Мы ещё немного помолчали, слушая, как по трубке потрескивает весна. Потом я открыла чат с Ликой и написала:
— «Я не хочу тебя терять. Скажи, пожалуйста, как мне быть? Я готова подстроиться. Раз в две недели? Десять минут? Звонок, когда тебе удобно?»
Сообщение зависло с одной галочкой, как самолёт в зоне турбулентности. Я закрыла телефон. Открыла. Закрыла. Открыла. Ничего не менялось.
Ночью мне приснилось, что мы идём по заброшенной оранжерее, где всё заросло плющом. «Смотри, как красиво», — говорю. «Нельзя трогать», — шепчет Лика, и я вижу, что её ладонь связана невидимой ниткой с чьей-то рукой в тени.
Утром я проснулась с ясной, как стекло, мыслью: «Если бы ей было нужно — она бы нашла время». И тут же обругала себя за жесткость. Потому что мы никогда не знаем, какие цепочки держат другого человека.

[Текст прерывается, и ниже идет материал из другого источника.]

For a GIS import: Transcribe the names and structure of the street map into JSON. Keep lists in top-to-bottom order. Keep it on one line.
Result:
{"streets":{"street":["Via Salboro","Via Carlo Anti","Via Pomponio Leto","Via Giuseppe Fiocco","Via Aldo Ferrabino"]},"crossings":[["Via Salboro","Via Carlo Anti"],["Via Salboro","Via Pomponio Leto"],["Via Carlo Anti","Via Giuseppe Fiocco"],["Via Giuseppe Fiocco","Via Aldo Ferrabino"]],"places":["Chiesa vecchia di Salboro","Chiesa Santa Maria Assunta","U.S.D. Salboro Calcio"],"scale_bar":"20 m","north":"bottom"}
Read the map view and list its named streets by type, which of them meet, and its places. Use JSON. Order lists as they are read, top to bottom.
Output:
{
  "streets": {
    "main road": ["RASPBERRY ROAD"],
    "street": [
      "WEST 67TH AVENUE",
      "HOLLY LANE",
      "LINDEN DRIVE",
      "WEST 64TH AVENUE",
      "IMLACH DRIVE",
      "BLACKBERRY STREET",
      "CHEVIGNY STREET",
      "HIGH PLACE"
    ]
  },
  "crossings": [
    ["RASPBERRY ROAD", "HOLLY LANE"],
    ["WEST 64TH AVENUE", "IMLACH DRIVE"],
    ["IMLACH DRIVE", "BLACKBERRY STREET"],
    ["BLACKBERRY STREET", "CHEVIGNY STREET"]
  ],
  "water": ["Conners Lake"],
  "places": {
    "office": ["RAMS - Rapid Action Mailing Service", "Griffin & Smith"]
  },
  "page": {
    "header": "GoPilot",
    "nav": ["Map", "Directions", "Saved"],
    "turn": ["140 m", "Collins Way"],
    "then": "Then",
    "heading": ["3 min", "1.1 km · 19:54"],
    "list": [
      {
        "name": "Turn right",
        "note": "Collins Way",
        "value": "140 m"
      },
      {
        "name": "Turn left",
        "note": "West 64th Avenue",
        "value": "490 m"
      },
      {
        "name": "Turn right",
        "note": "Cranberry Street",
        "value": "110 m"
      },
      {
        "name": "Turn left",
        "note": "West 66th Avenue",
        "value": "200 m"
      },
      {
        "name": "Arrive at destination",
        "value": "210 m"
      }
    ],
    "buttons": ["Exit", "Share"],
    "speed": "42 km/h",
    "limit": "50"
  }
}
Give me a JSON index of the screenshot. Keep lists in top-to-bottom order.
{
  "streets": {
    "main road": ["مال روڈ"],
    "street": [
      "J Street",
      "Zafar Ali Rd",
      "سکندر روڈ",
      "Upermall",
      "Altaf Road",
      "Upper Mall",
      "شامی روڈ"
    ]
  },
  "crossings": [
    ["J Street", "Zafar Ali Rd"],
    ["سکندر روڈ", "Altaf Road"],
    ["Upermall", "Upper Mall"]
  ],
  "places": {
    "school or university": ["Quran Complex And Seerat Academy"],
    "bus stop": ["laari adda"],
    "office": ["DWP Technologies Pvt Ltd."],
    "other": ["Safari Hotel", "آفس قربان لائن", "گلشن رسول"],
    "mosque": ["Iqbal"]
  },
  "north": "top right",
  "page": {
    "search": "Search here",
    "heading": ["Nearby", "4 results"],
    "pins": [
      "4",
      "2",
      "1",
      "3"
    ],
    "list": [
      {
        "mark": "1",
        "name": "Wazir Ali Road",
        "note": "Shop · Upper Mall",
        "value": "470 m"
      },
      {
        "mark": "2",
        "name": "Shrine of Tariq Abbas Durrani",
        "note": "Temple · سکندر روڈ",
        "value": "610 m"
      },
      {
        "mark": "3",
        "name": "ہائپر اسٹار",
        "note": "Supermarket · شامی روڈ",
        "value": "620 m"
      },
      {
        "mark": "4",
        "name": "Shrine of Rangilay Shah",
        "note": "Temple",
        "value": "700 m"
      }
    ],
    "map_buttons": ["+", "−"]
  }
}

Вечером в ленте мелькнул её пост: «Мой первый опыт с ватрушками с творогом». На фото — поднос золотистых кругляшей, ровных, как пуговицы. «Секрет — много терпения и немного любви», — написала Лика. Я сидела на кухне, ела гречку с огурцом и неожиданно почувствовала, как подступает смешной ком в горле.
— Ты же ненавидишь печь, — сказала я пустой кухне. — Или теперь любишь?
Я не удержалась и оставила комментарий: «Лик, как же ты быстро учишься! Раньше говорила, что “тесто — клей для нервов”. Похоже, нервы крепкие? Расскажешь рецепт? Скучаю».
Ответа не было. Через полчаса сердечко в директ не отправилось: «Пользователь ограничил возможность писать ему». В чате — «Вы больше не можете отправлять сообщения этому контакту».
— Вот и всё, — произнесла я. — Дружба по подписке. Срок действия истёк.
Я долго сидела в темноте и думала, что меня задело больше всего. Не Глеб, не дача и не ватрушки. А то, что меня заменили словом «мы». Оно тёплое — если в нём есть оба. Но меня туда не звали, просто закрыли дверь.
И всё же я не стану судить. Иногда люди исчезают не потому, что стали злыми, а потому, что пытаются выжить в новой системе координат. Может, «жена» для Лики — не кандалы, а лестница. Время покажет.
Я только знаю, что не хочу растворяться в чужом «мы». И, возможно, поэтому мне пока не светит свадьба. Но если Лике однажды снова понадобится моя рука, она знает, что я умею держать крепко.